*** Supplied material ***

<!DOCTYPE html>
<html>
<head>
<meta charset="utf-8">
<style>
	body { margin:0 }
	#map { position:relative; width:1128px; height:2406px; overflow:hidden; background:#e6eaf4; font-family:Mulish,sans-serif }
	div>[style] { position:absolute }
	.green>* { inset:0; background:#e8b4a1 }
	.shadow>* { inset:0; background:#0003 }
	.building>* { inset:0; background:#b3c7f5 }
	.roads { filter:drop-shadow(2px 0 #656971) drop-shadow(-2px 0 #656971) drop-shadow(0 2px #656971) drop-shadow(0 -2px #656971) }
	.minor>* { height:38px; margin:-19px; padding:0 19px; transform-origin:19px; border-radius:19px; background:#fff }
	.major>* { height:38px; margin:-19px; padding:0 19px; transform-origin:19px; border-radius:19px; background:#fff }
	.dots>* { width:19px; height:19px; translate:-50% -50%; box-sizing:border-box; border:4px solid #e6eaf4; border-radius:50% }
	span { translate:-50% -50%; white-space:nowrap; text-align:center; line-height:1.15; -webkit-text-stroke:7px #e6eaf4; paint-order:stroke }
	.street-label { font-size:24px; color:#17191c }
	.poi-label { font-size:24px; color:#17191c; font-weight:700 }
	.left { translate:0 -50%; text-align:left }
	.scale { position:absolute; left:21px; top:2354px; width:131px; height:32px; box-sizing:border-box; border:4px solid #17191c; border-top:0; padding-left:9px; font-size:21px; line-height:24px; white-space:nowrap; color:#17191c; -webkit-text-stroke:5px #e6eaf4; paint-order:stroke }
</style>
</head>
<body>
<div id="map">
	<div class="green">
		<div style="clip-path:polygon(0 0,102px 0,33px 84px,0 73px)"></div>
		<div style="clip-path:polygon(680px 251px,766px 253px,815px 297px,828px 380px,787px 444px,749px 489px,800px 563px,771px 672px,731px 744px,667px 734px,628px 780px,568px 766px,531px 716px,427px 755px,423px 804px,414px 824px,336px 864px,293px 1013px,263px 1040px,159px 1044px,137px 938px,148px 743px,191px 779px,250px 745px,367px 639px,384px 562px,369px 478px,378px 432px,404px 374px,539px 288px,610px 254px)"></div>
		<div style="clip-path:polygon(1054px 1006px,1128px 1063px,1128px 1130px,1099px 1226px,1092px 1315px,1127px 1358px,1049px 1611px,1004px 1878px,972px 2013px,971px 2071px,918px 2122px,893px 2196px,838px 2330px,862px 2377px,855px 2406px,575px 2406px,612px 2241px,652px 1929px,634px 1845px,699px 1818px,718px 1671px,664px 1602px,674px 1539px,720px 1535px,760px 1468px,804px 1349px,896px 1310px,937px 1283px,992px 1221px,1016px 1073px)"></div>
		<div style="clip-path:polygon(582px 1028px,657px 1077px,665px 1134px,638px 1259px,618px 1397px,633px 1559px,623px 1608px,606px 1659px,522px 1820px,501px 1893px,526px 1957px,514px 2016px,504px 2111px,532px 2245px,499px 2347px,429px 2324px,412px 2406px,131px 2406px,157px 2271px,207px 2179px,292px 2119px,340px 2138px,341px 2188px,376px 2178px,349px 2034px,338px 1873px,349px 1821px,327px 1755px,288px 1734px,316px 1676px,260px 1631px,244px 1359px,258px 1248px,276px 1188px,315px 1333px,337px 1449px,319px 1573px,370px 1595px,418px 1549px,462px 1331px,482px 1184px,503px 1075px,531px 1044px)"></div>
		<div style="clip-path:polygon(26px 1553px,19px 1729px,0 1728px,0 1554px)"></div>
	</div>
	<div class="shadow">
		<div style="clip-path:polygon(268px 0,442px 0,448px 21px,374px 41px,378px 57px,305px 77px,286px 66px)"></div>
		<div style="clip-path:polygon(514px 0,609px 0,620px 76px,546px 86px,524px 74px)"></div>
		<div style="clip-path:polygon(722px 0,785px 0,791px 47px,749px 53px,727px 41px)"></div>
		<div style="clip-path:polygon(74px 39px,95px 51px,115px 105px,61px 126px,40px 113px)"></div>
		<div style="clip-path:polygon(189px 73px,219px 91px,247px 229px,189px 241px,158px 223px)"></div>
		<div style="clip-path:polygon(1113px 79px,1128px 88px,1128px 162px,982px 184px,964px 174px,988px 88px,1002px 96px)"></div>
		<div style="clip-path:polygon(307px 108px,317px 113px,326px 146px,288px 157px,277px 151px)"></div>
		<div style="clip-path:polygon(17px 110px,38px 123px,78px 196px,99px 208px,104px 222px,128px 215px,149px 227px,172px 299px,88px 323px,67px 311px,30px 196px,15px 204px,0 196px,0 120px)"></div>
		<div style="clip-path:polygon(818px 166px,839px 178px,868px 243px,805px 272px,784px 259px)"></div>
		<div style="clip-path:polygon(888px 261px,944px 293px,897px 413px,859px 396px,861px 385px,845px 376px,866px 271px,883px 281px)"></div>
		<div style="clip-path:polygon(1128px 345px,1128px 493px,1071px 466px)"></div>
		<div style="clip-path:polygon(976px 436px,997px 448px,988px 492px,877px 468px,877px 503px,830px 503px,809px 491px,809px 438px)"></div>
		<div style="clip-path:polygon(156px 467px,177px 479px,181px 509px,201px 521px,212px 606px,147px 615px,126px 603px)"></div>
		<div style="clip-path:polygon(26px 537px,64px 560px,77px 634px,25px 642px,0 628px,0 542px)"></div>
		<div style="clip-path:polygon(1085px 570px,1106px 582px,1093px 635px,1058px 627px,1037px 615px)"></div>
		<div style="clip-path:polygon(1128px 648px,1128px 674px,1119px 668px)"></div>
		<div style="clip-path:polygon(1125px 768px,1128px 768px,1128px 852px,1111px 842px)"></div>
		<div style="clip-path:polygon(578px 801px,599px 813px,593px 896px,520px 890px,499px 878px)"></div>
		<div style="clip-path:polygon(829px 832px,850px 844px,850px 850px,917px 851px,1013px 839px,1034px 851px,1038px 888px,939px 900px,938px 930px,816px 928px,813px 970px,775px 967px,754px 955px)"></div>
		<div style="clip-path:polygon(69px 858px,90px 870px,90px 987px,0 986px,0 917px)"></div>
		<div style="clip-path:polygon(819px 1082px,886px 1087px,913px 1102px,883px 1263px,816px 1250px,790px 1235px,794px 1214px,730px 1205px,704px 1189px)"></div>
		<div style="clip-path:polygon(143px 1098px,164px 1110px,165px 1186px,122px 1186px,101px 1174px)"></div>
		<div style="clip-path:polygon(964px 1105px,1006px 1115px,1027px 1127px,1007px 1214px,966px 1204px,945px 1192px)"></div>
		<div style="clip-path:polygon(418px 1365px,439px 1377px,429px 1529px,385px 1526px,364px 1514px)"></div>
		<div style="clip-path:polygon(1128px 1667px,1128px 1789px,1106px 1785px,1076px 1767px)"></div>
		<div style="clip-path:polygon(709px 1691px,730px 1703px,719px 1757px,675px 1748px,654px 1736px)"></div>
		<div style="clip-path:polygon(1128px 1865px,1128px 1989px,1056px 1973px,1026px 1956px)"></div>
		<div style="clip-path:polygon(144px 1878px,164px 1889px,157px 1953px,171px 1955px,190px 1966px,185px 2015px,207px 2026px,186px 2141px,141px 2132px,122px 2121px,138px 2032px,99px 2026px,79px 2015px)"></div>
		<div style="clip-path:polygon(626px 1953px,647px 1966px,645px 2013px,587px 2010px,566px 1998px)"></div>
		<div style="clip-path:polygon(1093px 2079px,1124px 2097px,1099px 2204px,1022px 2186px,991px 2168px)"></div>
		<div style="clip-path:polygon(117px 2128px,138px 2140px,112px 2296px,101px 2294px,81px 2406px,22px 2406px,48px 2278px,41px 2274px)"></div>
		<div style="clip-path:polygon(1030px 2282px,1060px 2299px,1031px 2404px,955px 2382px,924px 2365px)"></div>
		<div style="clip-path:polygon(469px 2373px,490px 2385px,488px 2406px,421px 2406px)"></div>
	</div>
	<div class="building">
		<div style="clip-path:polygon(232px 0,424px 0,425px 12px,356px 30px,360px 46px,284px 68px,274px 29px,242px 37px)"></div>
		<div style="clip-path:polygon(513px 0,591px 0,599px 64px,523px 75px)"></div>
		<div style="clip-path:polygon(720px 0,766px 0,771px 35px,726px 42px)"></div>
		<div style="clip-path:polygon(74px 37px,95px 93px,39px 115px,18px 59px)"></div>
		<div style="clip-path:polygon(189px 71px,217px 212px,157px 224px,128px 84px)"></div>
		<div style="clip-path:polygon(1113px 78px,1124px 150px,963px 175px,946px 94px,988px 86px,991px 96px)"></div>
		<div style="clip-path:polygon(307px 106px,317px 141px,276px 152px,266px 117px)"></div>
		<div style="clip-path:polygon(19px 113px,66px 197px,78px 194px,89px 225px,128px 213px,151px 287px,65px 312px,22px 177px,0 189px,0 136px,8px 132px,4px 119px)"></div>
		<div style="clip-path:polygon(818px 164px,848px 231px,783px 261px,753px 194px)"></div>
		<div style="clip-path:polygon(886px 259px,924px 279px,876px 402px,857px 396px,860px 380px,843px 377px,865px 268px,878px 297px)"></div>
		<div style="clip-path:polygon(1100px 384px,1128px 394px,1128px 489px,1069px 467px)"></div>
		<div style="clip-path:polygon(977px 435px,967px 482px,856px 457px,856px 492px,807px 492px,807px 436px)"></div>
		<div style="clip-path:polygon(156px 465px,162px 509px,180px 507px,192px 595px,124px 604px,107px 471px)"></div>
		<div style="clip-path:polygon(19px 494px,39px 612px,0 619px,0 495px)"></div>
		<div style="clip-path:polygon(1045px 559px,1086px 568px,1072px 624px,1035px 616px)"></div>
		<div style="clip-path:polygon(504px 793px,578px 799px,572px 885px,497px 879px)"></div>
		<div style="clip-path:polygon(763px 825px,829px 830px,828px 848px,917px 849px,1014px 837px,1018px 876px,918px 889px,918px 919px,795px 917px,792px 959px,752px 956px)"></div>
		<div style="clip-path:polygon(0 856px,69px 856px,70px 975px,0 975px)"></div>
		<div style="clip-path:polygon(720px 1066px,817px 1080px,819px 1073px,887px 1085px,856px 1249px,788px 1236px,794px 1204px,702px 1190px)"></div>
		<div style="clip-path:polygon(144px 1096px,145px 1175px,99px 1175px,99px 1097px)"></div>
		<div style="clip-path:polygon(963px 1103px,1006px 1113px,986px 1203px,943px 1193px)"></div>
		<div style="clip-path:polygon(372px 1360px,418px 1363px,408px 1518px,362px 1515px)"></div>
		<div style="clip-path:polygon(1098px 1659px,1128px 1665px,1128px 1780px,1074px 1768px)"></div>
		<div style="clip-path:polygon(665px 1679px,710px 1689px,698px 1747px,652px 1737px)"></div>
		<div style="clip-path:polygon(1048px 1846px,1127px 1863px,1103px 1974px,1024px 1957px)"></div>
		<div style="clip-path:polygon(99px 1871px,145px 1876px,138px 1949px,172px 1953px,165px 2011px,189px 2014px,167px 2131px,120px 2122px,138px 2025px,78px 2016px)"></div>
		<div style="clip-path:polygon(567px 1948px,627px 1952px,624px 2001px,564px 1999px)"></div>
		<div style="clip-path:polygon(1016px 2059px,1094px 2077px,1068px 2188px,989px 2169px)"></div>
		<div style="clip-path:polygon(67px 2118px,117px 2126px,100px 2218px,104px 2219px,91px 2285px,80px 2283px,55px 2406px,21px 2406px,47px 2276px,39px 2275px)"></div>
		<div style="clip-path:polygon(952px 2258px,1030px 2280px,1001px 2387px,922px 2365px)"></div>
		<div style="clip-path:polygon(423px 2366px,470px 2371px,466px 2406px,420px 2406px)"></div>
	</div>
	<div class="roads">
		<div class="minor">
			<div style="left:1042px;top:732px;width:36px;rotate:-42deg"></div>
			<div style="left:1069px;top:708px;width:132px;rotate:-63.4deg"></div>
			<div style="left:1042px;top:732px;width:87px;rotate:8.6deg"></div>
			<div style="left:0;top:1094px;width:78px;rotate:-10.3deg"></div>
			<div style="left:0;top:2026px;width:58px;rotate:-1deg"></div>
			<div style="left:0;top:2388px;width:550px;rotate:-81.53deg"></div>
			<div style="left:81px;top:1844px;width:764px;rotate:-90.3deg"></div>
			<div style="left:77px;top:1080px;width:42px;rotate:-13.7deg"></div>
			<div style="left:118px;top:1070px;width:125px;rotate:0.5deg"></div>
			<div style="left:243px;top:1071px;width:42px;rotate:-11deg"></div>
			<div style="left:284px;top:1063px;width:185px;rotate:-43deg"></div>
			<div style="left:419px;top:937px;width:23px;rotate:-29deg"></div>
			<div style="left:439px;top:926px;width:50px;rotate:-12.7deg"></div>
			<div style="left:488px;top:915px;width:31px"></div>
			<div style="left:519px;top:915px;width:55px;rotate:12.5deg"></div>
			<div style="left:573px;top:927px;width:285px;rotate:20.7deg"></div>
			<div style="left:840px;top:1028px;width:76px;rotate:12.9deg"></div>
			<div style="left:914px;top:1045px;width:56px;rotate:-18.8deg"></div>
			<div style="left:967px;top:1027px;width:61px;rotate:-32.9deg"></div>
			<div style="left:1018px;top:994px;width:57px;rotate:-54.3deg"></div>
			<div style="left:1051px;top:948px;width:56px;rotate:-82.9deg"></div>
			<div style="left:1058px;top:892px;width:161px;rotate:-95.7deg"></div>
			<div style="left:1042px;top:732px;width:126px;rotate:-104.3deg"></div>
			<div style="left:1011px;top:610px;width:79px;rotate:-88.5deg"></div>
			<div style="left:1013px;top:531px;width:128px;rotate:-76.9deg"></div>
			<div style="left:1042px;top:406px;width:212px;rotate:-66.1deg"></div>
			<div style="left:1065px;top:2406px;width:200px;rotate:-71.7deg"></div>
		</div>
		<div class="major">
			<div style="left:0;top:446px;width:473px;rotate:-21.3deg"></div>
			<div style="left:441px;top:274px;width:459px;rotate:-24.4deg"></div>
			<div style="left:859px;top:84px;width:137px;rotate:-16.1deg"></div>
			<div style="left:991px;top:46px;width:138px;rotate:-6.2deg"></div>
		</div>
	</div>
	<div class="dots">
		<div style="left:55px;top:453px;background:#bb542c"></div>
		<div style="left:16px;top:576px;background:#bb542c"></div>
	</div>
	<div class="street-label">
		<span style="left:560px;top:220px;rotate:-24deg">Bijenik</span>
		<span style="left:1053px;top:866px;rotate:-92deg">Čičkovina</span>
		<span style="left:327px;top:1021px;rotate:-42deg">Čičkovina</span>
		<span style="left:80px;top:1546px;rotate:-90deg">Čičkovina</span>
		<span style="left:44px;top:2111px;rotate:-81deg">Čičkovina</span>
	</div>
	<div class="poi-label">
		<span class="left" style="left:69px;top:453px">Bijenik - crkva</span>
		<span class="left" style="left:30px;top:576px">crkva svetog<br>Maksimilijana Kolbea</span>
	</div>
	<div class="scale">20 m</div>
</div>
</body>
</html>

***

Work item: Scan the listing for the string "webkit" and copy every line that carries it.

Problem solution:
	span { translate:-50% -50%; white-space:nowrap; text-align:center; line-height:1.15; -webkit-text-stroke:7px #e6eaf4; paint-order:stroke }
	.scale { position:absolute; left:21px; top:2354px; width:131px; height:32px; box-sizing:border-box; border:4px solid #17191c; border-top:0; padding-left:9px; font-size:21px; line-height:24px; white-space:nowrap; color:#17191c; -webkit-text-stroke:5px #e6eaf4; paint-order:stroke }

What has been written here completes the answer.